Every line containing the word "Victor" is to be copied from the data below.

━━ MATERIAL SHOWN

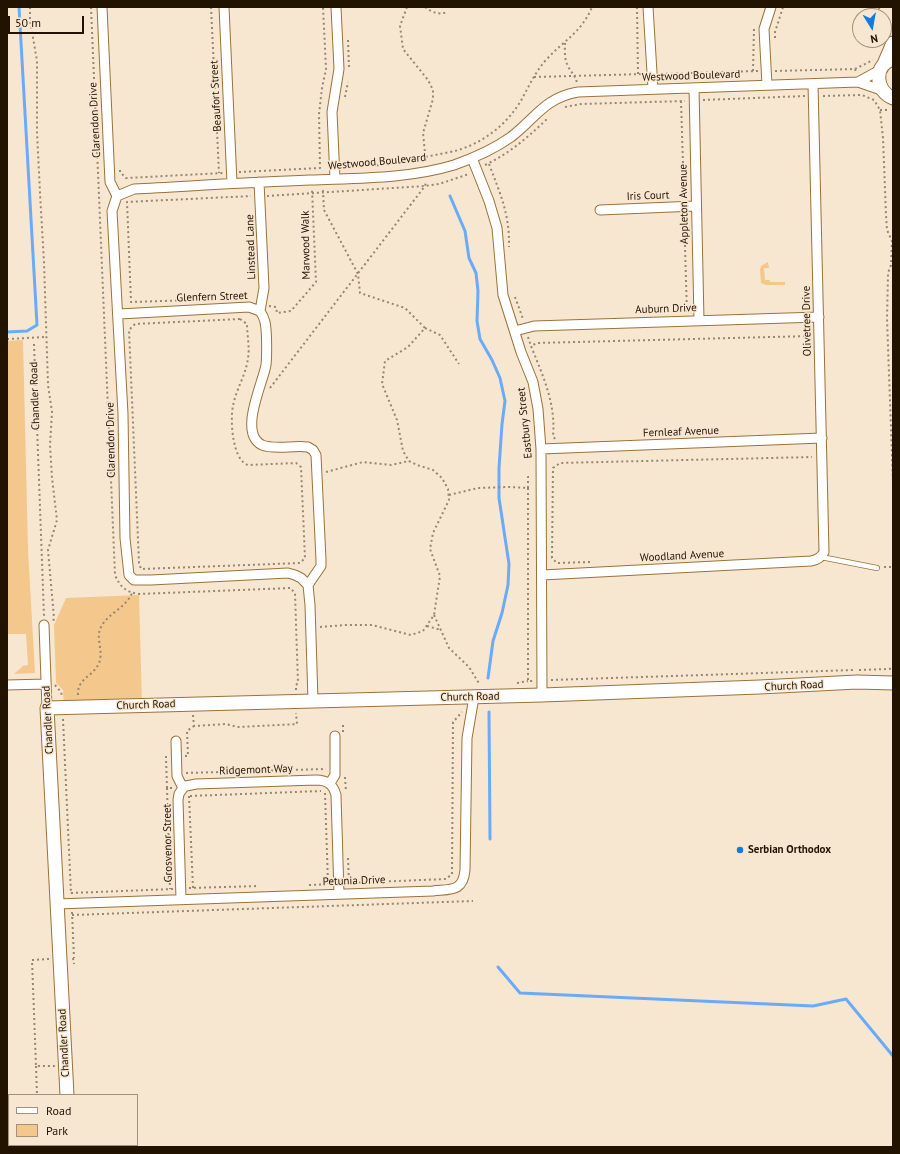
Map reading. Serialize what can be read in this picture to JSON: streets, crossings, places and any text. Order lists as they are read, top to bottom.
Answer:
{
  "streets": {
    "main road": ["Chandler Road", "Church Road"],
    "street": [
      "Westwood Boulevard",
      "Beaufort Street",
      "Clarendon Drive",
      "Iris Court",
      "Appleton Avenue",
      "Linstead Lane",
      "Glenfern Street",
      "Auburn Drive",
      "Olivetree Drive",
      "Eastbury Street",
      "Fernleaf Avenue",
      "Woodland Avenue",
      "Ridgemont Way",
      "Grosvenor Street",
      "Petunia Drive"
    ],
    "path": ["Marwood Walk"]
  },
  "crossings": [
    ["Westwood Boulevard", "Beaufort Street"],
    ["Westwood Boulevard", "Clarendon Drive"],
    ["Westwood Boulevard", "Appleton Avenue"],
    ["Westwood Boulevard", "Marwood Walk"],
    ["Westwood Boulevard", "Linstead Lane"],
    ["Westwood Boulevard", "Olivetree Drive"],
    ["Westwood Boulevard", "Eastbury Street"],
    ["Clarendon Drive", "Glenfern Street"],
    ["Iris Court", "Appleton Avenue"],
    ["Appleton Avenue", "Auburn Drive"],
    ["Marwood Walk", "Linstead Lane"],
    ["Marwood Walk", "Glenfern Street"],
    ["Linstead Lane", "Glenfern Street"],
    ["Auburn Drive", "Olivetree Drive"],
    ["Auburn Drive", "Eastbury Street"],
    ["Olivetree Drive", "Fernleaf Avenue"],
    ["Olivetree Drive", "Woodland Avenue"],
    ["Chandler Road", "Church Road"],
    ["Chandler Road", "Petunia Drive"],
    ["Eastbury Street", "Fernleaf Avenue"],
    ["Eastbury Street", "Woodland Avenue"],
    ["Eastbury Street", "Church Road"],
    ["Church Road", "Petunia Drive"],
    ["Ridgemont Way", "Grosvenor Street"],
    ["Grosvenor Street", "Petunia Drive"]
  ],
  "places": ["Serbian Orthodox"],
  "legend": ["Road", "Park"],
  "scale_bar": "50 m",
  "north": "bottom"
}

━━━━
━━ MATERIAL SHOWN

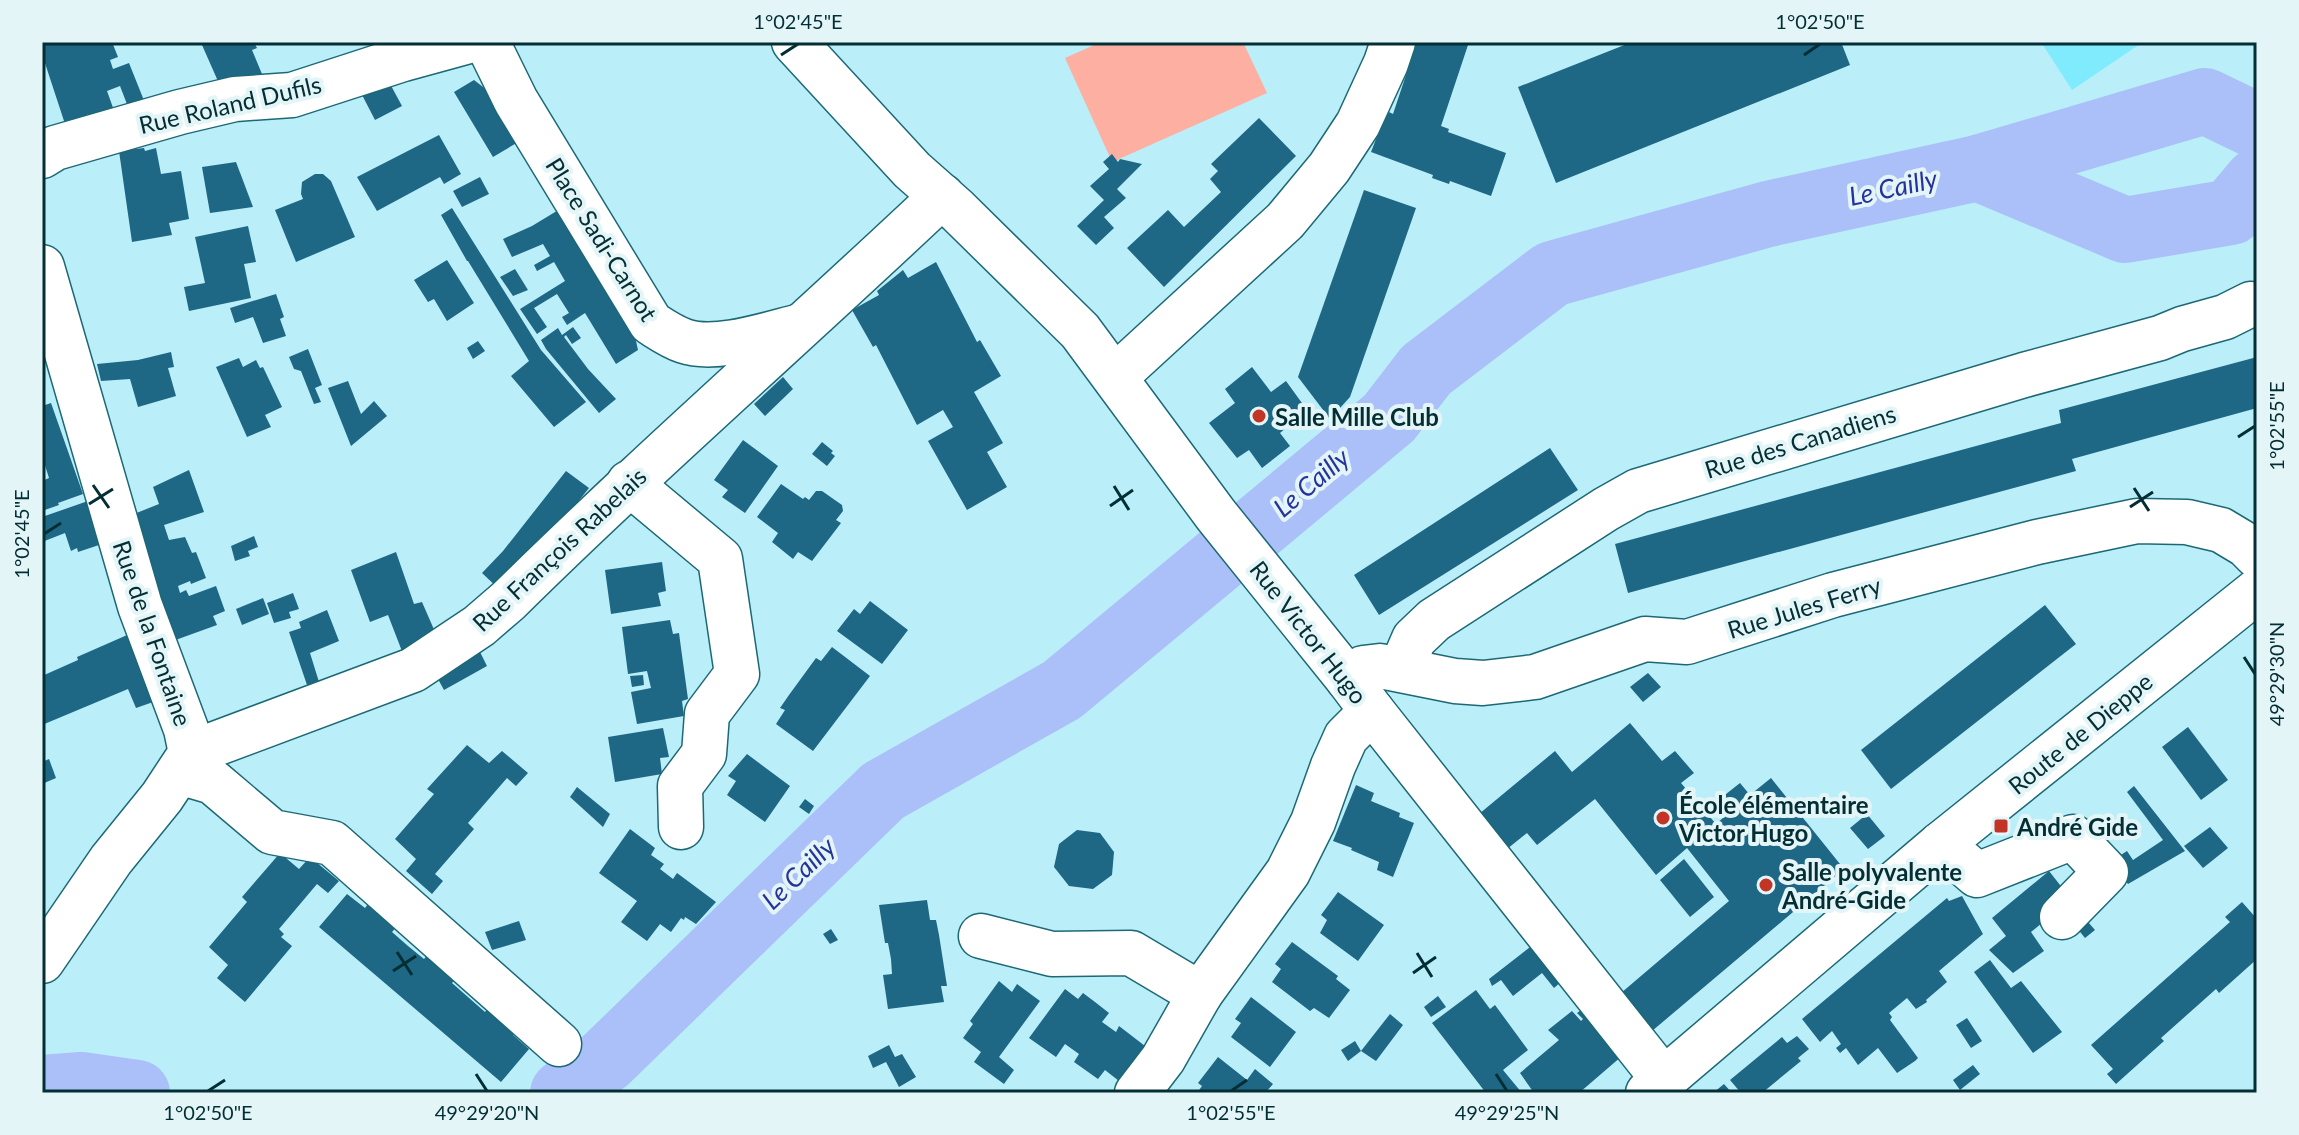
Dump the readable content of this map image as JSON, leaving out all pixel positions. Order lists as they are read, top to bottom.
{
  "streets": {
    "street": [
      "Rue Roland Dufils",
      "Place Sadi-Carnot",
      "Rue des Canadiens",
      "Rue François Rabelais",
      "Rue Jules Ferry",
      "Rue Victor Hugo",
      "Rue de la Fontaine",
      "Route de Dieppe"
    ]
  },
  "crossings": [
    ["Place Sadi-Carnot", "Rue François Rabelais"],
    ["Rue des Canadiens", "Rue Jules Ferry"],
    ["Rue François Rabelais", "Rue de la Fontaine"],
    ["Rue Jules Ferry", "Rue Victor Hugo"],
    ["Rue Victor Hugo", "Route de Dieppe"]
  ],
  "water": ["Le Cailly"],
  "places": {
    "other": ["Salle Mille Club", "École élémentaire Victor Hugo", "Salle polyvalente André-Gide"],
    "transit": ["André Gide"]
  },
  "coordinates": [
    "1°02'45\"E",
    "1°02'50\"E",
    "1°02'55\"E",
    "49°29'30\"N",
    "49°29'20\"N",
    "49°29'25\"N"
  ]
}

━━━━

ANSWER TO THIS EXERCISE –
      "Rue Victor Hugo",
    ["Rue Jules Ferry", "Rue Victor Hugo"],
    ["Rue Victor Hugo", "Route de Dieppe"]
    "other": ["Salle Mille Club", "École élémentaire Victor Hugo", "Salle polyvalente André-Gide"],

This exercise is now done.